History

Norway
- Name: Nidaros
- Namesake: Nidaros – the old name of the city of Trondheim
- Launched: 20 May 1841
- Fate: Scrapped 1903

General characteristics
- Type: Corvette
- Displacement: 900 long tons (914 t)
- Length: 53 m (173 ft 11 in)
- Propulsion: Sails; Steam engine, 200 hp (149 kW);
- Armament: 6 × 60-pounder cannon

= HNoMS Nidaros (1841) =

HNoMS Nidaros was the first steam corvette of the Royal Norwegian Navy. She was built together with three other corvettes; although different in armament and size, these were quite similar: Nordstjernen, Ellida and Ørnen.
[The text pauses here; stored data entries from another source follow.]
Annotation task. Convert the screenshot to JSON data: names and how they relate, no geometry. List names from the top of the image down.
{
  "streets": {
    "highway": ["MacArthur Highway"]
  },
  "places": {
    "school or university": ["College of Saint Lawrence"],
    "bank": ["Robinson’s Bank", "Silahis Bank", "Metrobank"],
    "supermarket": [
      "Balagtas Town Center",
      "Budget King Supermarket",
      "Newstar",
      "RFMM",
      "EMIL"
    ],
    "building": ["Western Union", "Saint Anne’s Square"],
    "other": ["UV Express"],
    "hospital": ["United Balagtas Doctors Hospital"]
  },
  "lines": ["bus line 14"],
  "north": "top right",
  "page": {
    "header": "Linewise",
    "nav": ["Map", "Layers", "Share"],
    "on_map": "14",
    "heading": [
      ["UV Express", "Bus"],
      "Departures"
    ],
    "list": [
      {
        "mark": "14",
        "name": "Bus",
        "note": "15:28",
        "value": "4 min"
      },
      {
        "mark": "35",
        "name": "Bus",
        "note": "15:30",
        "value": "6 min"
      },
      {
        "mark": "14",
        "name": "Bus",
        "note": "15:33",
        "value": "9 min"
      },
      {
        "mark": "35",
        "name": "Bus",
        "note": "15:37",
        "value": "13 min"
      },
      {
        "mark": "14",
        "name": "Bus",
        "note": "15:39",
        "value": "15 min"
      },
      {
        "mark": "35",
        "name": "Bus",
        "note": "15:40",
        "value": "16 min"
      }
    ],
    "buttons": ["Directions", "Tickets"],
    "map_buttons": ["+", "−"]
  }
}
These corvettes were built slim, for greater performance under sail.

The steam engine of Nidaros performed a maximum of 40 rpm, and the propeller had 6 blades. "Even with our conceptions today, we must admit that this corvette was of a very fine and slender construction (...) Both regarding its steam engine and the six 60-pounder bomb-cannons, Nidaros represented the new age [in the Norwegian Navy]."

The Nidaros was used as lodging- and training ship for the Navy's torpedo-branch, at least until 1876. She was finally scrapped in 1903.